When you start thinking this way examples are everywhere, especially where multiple entities are competing over limited resources (climate change mitigation is an obvious example). In other words, in exactly the situations where conventional economic theory thinks that free competition is the best solution. Clearly it is wrong.

So in theory truly free competition as espoused by neo-liberal economics will never work. It just can’t. Is the usual alternative – government regulation – any better? Well, in theory it is, but only if we assume that the government acts rationally and tries to optimise the rules for the long-term benefit for the majority.

But in too many cases the government simply acts as another participant in the prisoner’s dilemma scenario. It makes short-term, self-serving decisions which don’t give an optimal result for either society or for even itself.
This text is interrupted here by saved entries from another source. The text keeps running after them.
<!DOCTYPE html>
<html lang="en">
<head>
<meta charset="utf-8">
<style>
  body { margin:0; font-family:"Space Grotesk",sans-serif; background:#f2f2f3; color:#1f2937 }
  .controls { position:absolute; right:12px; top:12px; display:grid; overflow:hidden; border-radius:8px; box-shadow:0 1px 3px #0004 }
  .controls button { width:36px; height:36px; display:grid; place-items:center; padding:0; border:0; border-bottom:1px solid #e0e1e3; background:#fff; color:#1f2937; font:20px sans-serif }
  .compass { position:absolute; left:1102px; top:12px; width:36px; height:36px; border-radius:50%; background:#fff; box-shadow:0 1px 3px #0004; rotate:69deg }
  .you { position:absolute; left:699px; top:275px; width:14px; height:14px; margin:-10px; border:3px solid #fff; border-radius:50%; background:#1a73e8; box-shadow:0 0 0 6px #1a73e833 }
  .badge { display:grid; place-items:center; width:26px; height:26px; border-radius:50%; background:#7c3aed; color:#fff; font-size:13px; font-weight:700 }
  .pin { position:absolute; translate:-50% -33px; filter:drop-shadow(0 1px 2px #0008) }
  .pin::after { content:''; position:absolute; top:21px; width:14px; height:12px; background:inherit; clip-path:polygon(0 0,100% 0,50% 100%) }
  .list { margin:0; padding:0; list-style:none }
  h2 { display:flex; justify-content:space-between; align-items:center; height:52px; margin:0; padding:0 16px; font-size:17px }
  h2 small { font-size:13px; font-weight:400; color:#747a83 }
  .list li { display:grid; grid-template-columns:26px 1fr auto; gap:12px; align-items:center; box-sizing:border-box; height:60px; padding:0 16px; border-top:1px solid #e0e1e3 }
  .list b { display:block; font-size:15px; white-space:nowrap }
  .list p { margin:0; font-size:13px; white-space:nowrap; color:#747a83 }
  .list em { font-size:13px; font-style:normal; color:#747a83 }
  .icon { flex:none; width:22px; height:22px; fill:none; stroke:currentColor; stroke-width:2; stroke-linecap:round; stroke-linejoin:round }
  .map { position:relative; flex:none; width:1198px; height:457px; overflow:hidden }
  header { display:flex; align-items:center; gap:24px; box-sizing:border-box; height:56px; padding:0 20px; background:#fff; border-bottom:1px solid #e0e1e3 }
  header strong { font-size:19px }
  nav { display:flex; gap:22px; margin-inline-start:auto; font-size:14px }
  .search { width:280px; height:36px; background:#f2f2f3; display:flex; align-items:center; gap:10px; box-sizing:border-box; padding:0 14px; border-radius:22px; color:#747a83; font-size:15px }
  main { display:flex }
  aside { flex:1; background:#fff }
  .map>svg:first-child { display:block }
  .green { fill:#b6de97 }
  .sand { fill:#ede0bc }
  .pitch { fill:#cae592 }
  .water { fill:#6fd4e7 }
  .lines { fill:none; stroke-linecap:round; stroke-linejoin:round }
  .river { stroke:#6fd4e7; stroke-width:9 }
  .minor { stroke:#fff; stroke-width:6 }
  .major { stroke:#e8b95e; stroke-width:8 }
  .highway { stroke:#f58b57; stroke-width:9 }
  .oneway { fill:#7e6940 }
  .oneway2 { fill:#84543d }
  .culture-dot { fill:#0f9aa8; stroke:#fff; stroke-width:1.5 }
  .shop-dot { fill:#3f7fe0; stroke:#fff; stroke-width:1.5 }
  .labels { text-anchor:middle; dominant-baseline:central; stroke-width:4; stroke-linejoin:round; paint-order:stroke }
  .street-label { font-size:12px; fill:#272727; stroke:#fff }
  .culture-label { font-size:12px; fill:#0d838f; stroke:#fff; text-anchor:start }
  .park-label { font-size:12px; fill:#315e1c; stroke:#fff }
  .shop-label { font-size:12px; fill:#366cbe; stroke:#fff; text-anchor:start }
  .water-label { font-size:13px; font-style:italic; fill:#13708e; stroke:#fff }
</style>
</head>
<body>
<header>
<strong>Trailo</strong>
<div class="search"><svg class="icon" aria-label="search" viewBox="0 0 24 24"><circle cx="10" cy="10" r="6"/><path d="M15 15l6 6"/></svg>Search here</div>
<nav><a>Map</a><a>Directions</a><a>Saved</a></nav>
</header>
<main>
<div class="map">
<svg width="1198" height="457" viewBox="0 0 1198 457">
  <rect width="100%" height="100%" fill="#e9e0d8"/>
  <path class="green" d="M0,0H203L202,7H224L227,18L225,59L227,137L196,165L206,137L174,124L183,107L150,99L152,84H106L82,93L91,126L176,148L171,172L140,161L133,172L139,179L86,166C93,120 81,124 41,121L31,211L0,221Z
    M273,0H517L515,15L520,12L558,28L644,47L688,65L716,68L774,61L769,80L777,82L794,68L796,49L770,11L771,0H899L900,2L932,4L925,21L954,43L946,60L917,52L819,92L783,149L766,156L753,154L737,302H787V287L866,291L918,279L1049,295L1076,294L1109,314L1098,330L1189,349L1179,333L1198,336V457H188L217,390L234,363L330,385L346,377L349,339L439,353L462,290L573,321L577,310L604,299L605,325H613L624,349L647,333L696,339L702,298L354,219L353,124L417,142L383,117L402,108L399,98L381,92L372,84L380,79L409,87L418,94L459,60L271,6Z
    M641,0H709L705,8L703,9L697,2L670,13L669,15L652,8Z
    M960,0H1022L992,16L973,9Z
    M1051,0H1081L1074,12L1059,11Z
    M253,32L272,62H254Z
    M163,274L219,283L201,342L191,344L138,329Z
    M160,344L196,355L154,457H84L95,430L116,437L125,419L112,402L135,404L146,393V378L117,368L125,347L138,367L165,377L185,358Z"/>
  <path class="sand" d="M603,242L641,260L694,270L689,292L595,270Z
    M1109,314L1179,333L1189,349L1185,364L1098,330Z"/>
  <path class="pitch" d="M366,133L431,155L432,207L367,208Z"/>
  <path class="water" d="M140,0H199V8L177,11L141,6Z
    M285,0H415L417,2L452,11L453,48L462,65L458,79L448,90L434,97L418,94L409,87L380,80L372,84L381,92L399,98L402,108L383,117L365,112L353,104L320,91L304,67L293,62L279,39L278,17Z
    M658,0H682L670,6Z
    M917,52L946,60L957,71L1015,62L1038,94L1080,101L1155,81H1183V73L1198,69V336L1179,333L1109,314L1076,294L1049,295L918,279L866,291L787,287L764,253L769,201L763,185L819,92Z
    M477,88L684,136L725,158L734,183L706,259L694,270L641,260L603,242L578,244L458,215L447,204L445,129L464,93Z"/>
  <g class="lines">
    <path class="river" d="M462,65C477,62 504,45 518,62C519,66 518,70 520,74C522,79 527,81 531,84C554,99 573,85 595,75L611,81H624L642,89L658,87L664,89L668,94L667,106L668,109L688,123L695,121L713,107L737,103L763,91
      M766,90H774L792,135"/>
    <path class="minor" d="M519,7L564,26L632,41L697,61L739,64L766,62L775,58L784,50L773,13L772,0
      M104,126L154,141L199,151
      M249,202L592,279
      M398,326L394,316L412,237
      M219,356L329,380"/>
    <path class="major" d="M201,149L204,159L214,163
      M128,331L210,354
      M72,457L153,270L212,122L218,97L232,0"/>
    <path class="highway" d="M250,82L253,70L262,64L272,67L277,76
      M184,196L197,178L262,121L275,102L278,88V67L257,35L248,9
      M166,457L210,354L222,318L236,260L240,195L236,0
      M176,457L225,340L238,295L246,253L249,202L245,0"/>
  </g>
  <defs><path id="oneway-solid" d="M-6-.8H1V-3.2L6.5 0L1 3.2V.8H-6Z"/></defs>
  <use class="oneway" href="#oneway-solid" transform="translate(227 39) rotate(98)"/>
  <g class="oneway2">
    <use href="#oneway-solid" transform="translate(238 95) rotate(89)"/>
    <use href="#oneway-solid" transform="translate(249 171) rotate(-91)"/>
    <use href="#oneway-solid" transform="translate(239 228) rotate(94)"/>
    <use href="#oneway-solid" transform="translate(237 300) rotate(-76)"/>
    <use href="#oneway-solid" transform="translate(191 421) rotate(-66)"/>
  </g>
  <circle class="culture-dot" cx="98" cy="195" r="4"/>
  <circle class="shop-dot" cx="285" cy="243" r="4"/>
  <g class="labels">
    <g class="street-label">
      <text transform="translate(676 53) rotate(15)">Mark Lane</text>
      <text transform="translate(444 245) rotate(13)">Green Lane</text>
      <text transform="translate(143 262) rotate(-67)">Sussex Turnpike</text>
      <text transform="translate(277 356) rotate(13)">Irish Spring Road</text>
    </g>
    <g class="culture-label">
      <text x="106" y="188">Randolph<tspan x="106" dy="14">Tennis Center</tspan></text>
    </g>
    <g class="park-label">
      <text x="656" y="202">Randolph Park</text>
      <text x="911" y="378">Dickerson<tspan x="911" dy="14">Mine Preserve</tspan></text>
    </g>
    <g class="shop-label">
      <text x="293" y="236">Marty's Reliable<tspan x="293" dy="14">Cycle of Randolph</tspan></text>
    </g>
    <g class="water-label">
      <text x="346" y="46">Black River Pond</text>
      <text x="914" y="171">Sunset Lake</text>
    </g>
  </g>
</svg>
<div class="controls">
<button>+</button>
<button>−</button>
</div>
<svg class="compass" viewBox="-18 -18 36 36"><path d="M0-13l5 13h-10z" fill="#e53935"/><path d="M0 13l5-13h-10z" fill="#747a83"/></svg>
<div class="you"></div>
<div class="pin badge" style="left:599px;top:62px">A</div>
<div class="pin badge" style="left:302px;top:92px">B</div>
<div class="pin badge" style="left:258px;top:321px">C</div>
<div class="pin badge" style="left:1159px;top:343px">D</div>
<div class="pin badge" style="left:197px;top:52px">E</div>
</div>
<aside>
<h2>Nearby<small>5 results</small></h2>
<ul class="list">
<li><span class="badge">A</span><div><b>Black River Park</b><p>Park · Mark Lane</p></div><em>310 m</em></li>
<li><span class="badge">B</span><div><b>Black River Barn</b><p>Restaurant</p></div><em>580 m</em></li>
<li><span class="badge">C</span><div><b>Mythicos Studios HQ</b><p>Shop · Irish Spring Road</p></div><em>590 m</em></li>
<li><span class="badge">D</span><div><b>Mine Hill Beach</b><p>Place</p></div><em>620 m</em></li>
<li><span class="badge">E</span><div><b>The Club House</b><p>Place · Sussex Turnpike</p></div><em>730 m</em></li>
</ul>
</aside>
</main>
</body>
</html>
There is one advantage that democratic governments have though. They are ultimately given power through a majority vote which, theoretically at least, represents the thoughts of the people. Private companies don’t have this restriction.

But there is one last factor I should mention here. The prisoner’s dilemma changes completely when the participants know what the others are doing. If all the participants cooperate and act rationally then the best outcome always results. So the key to getting the best outcome seems to be total openness and complete participation by all affected parties.

That sort of sounds like a democratic political model with a Keynesian style economy (I would advocate for a greater degree of control than Keynes did). But it should be the model we always hear about in theory, not the imperfect version we see in real life.